[Stored data entries]

━━━

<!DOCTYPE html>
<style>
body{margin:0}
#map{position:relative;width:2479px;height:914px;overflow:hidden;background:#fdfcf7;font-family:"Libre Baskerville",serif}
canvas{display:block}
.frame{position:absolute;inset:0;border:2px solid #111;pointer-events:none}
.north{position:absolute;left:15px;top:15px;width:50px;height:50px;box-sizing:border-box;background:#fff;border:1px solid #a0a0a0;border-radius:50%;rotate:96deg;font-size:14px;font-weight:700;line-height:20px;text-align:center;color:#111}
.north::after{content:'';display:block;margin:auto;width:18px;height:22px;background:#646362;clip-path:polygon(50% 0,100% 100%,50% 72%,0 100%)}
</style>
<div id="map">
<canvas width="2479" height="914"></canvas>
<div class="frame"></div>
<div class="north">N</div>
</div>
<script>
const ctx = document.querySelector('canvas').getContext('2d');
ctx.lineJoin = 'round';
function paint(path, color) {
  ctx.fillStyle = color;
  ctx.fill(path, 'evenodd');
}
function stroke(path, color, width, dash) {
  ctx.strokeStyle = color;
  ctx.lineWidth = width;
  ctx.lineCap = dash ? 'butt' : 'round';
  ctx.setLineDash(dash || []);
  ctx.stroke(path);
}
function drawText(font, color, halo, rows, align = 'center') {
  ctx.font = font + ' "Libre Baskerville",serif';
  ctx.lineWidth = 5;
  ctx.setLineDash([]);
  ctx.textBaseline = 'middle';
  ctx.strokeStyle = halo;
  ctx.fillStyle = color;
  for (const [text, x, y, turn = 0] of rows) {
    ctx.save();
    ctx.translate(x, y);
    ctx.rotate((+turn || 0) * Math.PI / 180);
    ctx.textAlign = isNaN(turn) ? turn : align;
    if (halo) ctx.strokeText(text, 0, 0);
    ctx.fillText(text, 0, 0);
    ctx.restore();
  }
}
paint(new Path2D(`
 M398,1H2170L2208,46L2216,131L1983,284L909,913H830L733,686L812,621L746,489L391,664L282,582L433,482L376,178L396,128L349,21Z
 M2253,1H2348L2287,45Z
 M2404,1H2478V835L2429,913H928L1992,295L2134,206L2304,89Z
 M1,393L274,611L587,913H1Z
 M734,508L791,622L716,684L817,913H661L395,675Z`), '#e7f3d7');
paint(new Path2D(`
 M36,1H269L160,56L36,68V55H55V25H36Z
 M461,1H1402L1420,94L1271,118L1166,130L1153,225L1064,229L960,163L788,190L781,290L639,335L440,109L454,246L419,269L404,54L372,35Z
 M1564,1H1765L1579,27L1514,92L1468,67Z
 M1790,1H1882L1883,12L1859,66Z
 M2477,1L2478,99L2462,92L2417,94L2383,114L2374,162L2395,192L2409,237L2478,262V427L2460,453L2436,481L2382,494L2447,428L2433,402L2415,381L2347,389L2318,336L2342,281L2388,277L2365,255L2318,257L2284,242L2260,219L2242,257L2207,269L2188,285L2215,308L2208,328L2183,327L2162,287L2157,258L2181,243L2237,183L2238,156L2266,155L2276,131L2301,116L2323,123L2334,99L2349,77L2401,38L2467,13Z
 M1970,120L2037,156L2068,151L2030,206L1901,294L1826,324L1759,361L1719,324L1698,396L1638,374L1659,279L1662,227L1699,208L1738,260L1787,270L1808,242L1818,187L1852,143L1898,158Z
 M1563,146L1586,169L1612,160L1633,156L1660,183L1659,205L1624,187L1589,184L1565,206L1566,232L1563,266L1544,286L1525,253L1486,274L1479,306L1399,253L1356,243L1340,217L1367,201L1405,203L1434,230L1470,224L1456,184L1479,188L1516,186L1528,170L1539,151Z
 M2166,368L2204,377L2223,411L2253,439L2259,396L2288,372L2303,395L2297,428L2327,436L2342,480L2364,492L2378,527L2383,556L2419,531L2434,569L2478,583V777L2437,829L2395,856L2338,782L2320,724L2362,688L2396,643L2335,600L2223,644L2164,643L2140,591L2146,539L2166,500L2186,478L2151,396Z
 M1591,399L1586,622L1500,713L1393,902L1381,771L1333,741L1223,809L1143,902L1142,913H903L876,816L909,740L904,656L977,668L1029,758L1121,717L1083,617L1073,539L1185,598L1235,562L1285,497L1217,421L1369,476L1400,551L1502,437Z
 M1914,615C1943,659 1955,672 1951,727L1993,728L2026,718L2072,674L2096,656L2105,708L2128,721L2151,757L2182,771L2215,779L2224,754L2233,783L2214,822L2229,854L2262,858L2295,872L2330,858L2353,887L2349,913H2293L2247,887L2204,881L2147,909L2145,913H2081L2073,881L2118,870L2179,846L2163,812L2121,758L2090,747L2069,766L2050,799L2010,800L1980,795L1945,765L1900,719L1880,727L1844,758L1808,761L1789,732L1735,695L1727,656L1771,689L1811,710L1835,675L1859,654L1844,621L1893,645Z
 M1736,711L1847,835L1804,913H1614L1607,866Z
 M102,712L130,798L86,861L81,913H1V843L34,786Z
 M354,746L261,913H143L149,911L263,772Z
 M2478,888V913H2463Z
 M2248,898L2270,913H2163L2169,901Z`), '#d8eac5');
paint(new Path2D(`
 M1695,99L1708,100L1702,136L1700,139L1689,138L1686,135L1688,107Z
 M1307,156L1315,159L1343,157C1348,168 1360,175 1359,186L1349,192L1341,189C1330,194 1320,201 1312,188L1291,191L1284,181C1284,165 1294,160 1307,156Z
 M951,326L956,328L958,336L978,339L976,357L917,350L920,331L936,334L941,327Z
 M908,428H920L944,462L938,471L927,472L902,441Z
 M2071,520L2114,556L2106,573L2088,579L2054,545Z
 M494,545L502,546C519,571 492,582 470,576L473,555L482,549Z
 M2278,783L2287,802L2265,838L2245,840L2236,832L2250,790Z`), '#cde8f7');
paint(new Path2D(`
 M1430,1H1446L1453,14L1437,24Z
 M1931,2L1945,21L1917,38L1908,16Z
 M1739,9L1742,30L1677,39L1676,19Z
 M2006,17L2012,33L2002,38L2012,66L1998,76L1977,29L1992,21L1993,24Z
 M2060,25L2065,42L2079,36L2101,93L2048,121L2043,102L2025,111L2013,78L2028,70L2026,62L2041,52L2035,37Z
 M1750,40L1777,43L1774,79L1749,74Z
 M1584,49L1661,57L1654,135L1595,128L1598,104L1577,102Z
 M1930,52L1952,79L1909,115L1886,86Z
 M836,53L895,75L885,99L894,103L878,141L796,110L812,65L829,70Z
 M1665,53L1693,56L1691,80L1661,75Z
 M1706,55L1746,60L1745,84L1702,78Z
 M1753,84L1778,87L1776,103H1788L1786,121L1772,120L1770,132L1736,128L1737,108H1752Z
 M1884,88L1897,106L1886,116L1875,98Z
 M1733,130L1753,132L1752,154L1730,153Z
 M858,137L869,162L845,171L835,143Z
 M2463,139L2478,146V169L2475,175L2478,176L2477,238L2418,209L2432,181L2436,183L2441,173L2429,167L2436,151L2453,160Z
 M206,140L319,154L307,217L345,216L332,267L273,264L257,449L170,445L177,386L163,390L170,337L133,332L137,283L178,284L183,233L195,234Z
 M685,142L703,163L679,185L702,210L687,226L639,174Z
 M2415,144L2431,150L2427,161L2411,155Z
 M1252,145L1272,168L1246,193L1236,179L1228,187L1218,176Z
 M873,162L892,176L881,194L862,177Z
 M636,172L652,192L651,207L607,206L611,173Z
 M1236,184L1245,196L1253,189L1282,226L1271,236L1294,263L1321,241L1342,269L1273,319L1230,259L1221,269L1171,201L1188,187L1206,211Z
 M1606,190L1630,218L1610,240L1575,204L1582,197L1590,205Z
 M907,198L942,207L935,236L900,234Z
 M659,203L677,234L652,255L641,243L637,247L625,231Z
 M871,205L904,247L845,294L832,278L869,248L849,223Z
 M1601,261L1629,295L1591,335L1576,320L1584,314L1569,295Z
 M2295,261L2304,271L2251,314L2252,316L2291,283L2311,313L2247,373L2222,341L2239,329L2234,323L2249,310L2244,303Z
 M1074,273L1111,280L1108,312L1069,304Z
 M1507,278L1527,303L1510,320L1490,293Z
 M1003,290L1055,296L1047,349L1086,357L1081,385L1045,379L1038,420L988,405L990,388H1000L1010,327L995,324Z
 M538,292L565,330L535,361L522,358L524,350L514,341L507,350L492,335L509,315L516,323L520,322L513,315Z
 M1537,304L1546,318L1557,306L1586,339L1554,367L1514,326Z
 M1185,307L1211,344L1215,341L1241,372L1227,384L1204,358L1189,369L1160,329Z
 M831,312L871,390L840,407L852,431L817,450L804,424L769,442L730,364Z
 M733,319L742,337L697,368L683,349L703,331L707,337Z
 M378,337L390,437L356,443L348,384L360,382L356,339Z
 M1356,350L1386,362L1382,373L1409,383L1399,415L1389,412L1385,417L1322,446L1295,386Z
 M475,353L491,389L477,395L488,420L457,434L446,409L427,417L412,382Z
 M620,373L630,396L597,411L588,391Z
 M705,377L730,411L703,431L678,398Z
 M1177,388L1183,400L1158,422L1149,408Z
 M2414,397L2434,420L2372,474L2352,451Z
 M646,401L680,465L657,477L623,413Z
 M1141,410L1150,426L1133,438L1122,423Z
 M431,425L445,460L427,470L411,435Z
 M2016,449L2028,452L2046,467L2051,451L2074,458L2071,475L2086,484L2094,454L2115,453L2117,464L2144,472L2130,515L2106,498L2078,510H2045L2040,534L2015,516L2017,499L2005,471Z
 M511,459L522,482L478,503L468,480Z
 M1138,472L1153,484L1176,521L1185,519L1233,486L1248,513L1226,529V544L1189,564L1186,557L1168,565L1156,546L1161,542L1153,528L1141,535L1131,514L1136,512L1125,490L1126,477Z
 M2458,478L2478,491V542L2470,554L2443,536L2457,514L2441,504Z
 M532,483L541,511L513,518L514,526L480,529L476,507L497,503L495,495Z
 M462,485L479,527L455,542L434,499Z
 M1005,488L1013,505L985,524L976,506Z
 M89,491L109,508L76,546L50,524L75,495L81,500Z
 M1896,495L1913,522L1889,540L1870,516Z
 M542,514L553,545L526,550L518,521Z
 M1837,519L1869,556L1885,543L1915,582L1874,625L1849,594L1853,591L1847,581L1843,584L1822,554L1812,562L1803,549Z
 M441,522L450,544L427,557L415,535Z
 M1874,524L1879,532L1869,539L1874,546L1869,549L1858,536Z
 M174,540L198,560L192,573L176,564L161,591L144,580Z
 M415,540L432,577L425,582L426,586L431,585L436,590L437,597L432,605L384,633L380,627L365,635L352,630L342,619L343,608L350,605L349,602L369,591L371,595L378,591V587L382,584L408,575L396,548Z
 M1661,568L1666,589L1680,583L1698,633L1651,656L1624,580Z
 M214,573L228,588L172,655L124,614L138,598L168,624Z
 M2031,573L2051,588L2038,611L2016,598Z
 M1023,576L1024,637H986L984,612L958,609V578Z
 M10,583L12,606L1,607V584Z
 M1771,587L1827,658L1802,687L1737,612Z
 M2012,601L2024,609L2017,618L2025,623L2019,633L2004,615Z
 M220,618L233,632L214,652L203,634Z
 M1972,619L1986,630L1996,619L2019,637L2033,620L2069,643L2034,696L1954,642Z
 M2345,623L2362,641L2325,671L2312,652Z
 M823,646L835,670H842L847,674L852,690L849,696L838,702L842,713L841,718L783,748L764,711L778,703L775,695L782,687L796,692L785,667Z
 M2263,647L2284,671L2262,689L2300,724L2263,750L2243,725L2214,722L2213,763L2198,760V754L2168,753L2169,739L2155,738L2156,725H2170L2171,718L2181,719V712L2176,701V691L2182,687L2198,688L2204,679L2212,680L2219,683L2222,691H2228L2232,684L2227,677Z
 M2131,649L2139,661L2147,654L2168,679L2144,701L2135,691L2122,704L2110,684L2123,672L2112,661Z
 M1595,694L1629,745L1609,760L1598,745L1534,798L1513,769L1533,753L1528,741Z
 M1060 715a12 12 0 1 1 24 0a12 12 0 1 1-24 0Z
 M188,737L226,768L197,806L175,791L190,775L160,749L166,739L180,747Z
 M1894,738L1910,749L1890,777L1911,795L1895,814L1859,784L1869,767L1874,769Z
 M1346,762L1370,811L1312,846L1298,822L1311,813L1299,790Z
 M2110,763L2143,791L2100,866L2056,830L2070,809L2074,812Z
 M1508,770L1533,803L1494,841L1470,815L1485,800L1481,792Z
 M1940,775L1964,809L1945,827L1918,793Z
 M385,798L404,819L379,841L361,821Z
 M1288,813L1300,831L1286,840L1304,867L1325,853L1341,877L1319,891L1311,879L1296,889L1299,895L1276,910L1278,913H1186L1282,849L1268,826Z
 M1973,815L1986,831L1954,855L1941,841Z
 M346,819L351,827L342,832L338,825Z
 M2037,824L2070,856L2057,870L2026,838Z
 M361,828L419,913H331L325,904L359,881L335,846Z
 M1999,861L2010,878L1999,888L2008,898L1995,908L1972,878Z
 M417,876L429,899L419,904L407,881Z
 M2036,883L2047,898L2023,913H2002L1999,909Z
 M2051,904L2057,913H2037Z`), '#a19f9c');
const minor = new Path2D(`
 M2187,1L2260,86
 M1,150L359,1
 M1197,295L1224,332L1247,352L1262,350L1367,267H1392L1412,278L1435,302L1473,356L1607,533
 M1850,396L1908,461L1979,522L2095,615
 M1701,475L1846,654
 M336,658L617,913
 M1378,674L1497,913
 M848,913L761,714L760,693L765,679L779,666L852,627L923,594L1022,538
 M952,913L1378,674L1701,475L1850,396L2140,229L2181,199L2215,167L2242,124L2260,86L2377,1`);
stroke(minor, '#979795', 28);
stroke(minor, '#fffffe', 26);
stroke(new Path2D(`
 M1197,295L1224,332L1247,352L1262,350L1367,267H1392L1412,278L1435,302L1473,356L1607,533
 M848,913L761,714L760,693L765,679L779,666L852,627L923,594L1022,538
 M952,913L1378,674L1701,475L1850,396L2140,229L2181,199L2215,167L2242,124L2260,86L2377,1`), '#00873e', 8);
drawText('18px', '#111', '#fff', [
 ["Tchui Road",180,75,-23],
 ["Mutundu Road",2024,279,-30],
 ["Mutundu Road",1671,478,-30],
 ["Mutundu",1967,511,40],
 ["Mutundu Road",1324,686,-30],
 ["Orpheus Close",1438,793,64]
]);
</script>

━━━

▶ [What this task involves]
What lines above contain the word "function"? Return each such line.

▶ [Solution]
function paint(path, color) {
function stroke(path, color, width, dash) {
function drawText(font, color, halo, rows, align = 'center') {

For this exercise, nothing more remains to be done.